The report – a 99-page compendium of more than 40 studies by universities, foundations, business groups, and government agencies since 2004 – paints a dire picture of plummeting levels of reading among young people over the past two decades. Among the findings:
Only 30 percent of 13-year-olds read almost every day.
The number of 17-year-olds who never read for pleasure increased from 9 percent in 1984 to 19 percent in 2004.
Almost half of Americans between ages 18 and 24 never read books for pleasure.
The average person between ages 15 and 24 spends 2 to 2 1/2 hours a day watching TV and 7 minutes reading.
“This is a massive social problem,” NEA chairman Dana Gioia, said by phone from Washington. “We are losing the majority of the new generation. They will not achieve anything close to their potential because of poor reading.”
It is not just the amount of reading. According to the report, reading ability has fallen as well. While scores have improved for 9-year-olds, they dropped sharply for 17-year-olds. Only about a third of high school seniors read at a proficient level, a 13 percent decline since 1992. “And proficiency is not a high standard,” Gioia said. “We’re not asking them to be able to read Proust in the original. We’re talking about reading the daily newspaper.”
Apparently, things are not much better among college students. In 2005, almost 40 percent of college freshmen (and 35 percent of seniors) read nothing at all for pleasure, and 26 percent (28 percent of seniors) read less than one hour per week. Even among college graduates, prose-reading proficiency declined from 40 percent in 1992 to 31 percent in 2003.
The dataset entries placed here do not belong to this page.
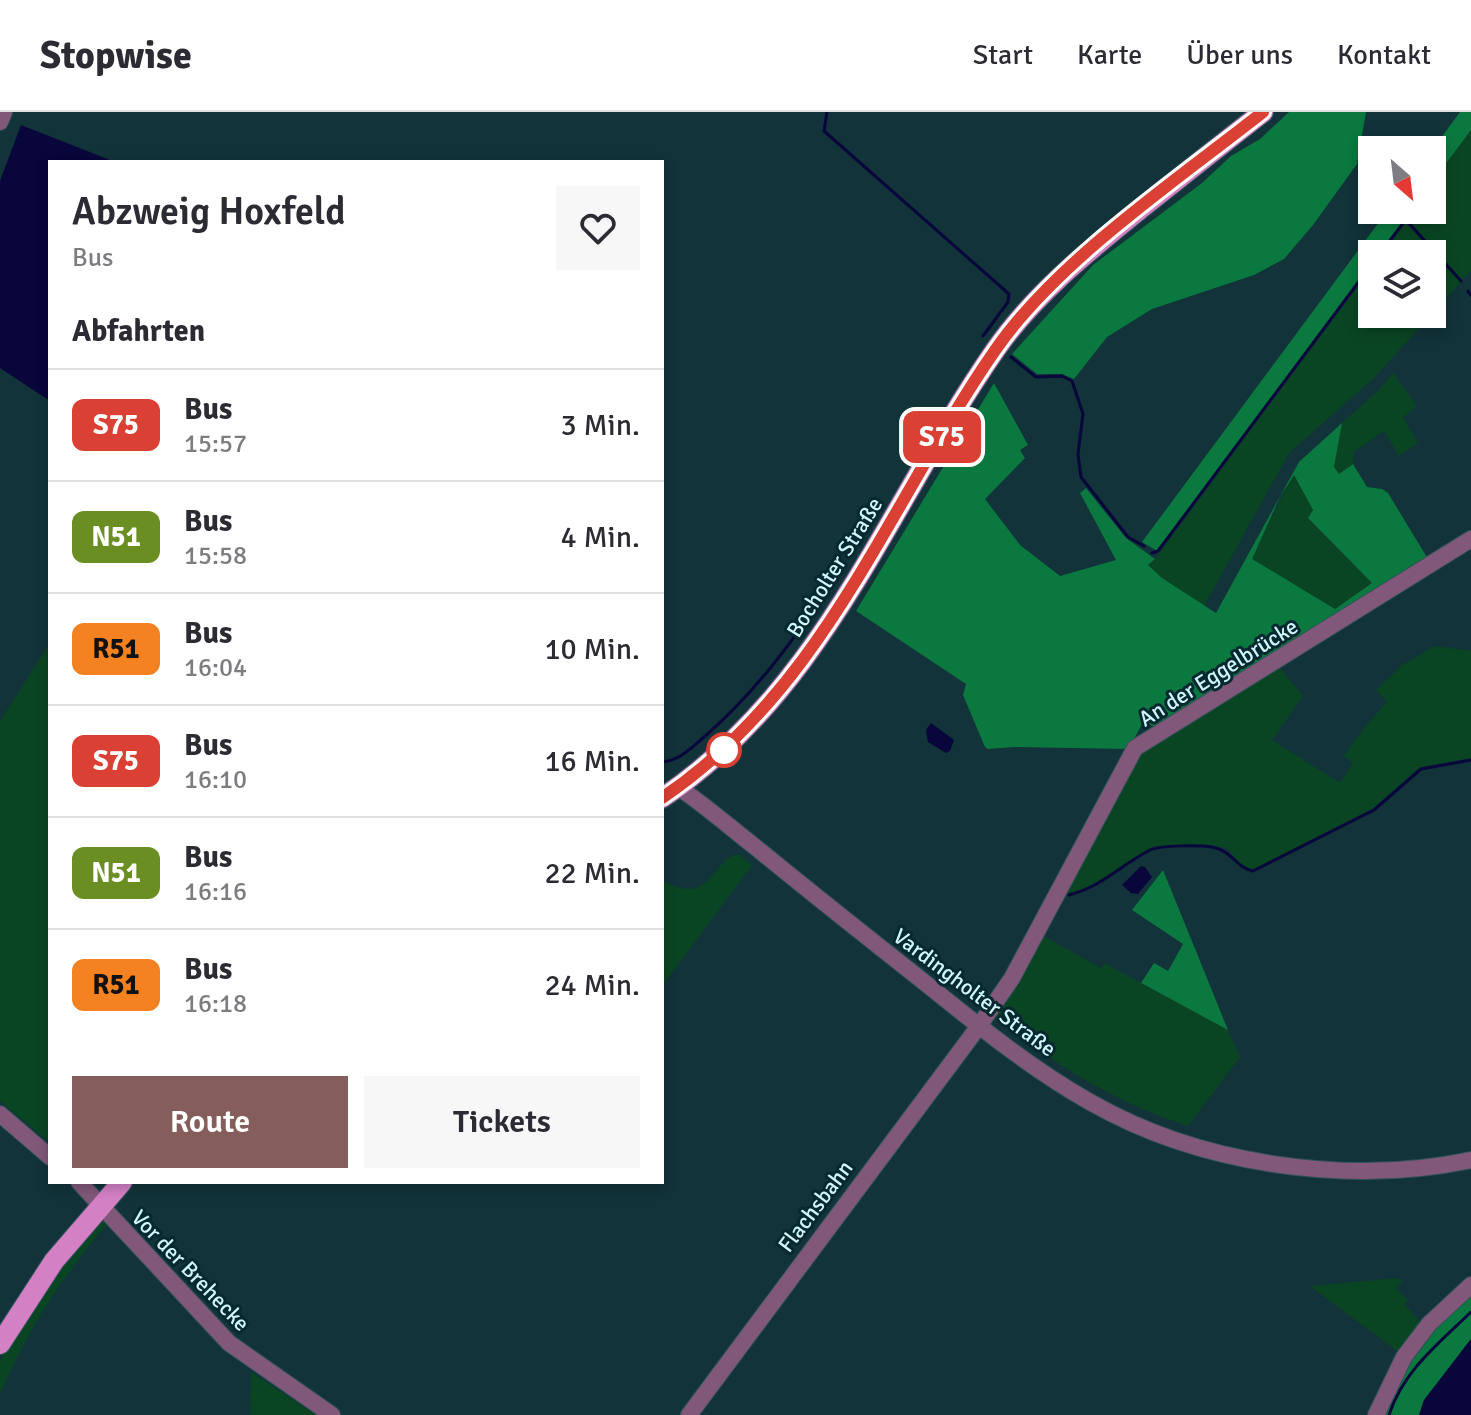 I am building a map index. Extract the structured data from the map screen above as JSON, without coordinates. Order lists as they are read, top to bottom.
{
  "streets": {
    "main road": ["Bocholter Straße"],
    "street": [
      "An der Eggelbrücke",
      "Vardingholter Straße",
      "Flachsbahn",
      "Vor der Brehecke"
    ]
  },
  "crossings": [
    ["Bocholter Straße", "Vardingholter Straße"],
    ["An der Eggelbrücke", "Vardingholter Straße"],
    ["An der Eggelbrücke", "Flachsbahn"],
    ["Vardingholter Straße", "Flachsbahn"]
  ],
  "lines": ["bus line S75"],
  "north": "bottom right",
  "page": {
    "header": "Stopwise",
    "nav": [
      "Start",
      "Karte",
      "Über uns",
      "Kontakt"
    ],
    "on_map": "S75",
    "heading": [
      ["Abzweig Hoxfeld", "Bus"],
      "Abfahrten"
    ],
    "list": [
      {
        "mark": "S75",
        "name": "Bus",
        "note": "15:57",
        "value": "3 Min."
      },
      {
        "mark": "N51",
        "name": "Bus",
        "note": "15:58",
        "value": "4 Min."
      },
      {
        "mark": "R51",
        "name": "Bus",
        "note": "16:04",
        "value": "10 Min."
      },
      {
        "mark": "S75",
        "name": "Bus",
        "note": "16:10",
        "value": "16 Min."
      },
      {
        "mark": "N51",
        "name": "Bus",
        "note": "16:16",
        "value": "22 Min."
      },
      {
        "mark": "R51",
        "name": "Bus",
        "note": "16:18",
        "value": "24 Min."
      }
    ],
    "buttons": ["Route", "Tickets"]
  }
} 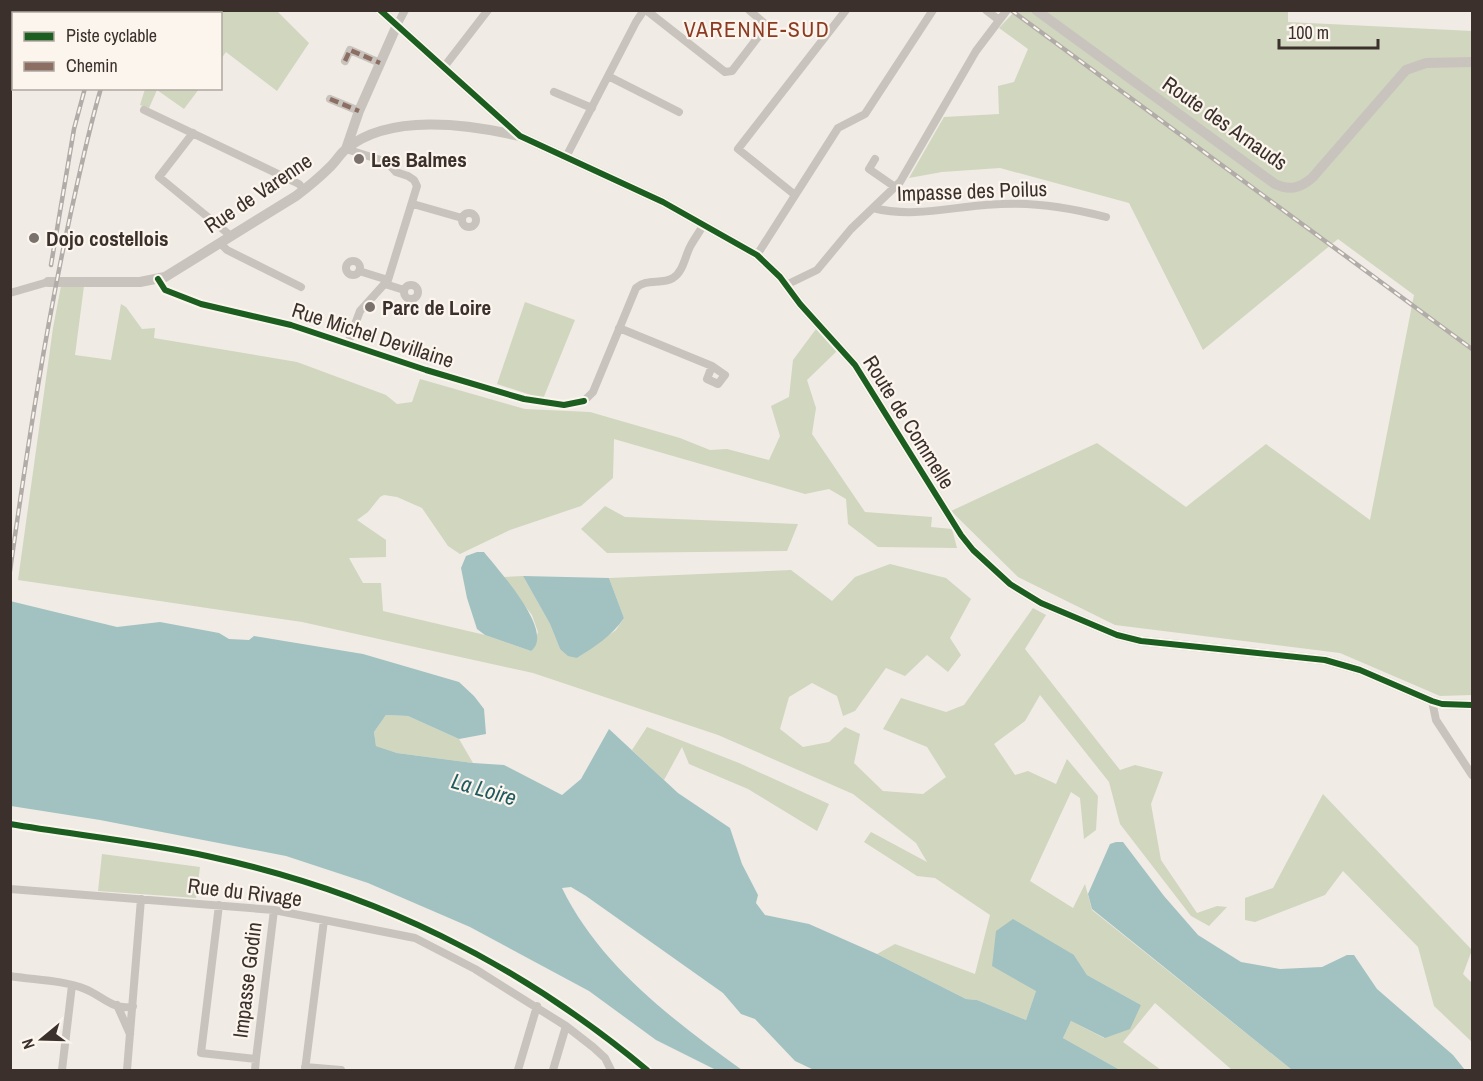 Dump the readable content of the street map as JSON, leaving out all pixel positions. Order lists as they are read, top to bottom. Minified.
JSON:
{"streets":{"street":["Route des Arnauds","Impasse des Poilus","Rue de Varenne","Rue Michel Devillaine","Route de Commelle","Rue du Rivage","Impasse Godin"]},"crossings":[["Rue de Varenne","Rue Michel Devillaine"],["Rue de Varenne","Route de Commelle"],["Rue Michel Devillaine","Route de Commelle"],["Rue du Rivage","Impasse Godin"]],"districts":["VARENNE-SUD"],"water":["La Loire"],"places":["Les Balmes","Dojo costellois","Parc de Loire"],"legend":["Piste cyclable","Chemin"],"scale_bar":"100 m","north":"left"} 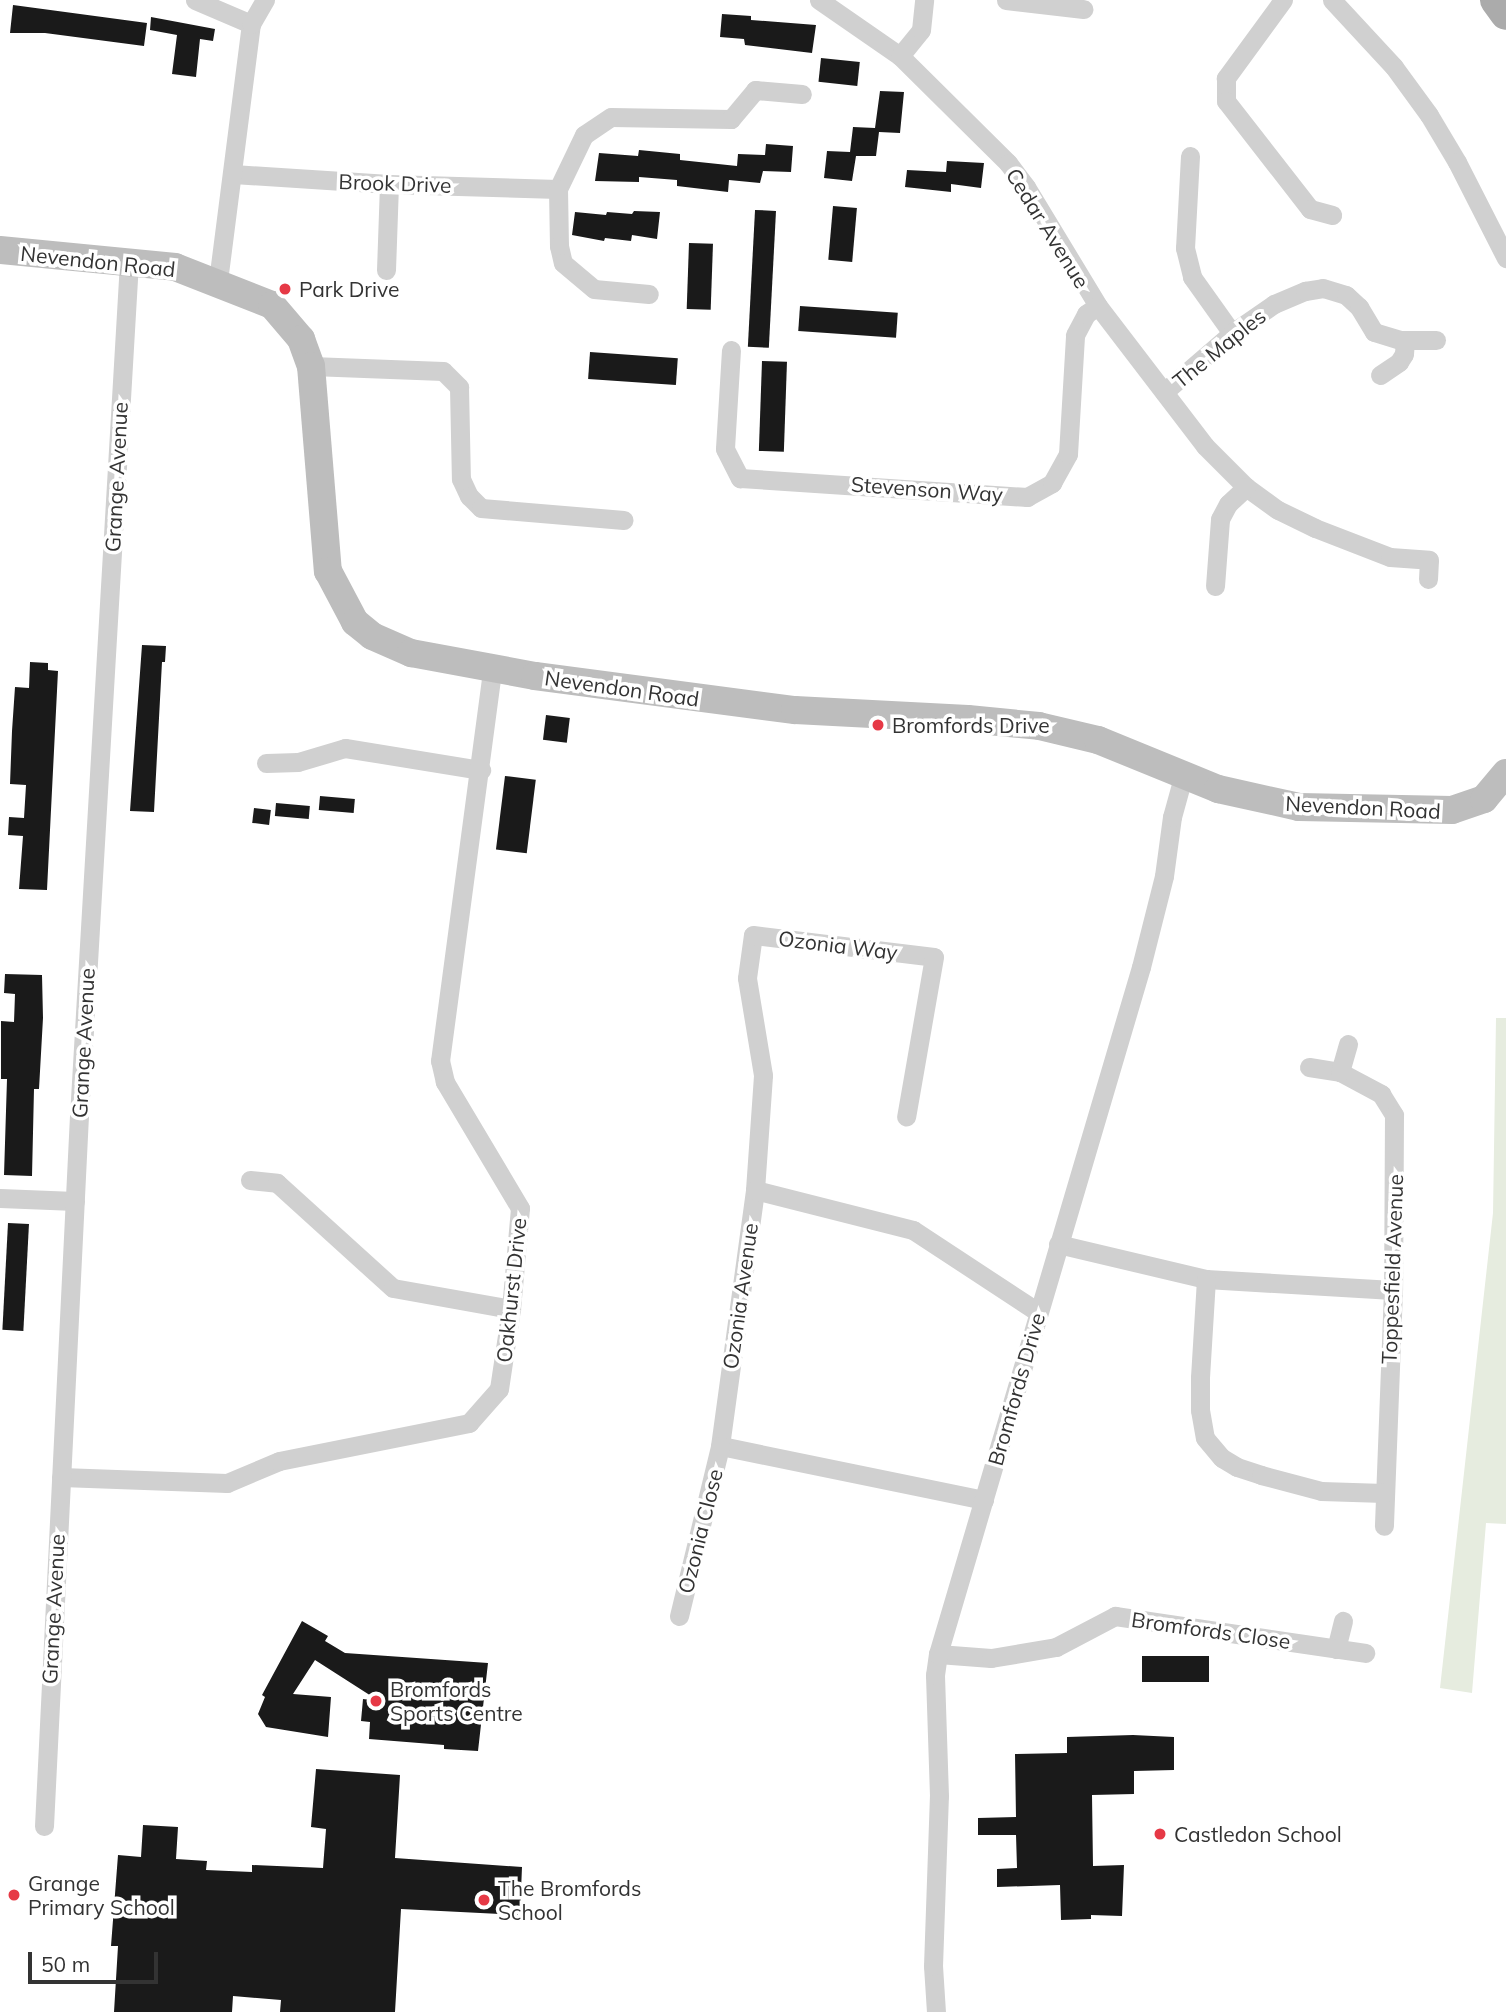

The report incorporates national studies that have been carried out since the NEA’s 2004 report, “Reading at Risk,” found that literary reading – fiction, poetry, and plays – had crashed over 20 years among adult Americans. The new report, titled “To Read or Not to Read: A Question of National Consequence,” focuses on reading in general, and it reaches down to younger age levels. While not all studies are exactly comparable in some details (such as time spans), overall they trend in the same direction.
“We took information from so many sources, you would expect some results in the opposite direction,” Gioia said. “But I was impressed and depressed at how consistent the information was on the general decline in reading and reading ability.”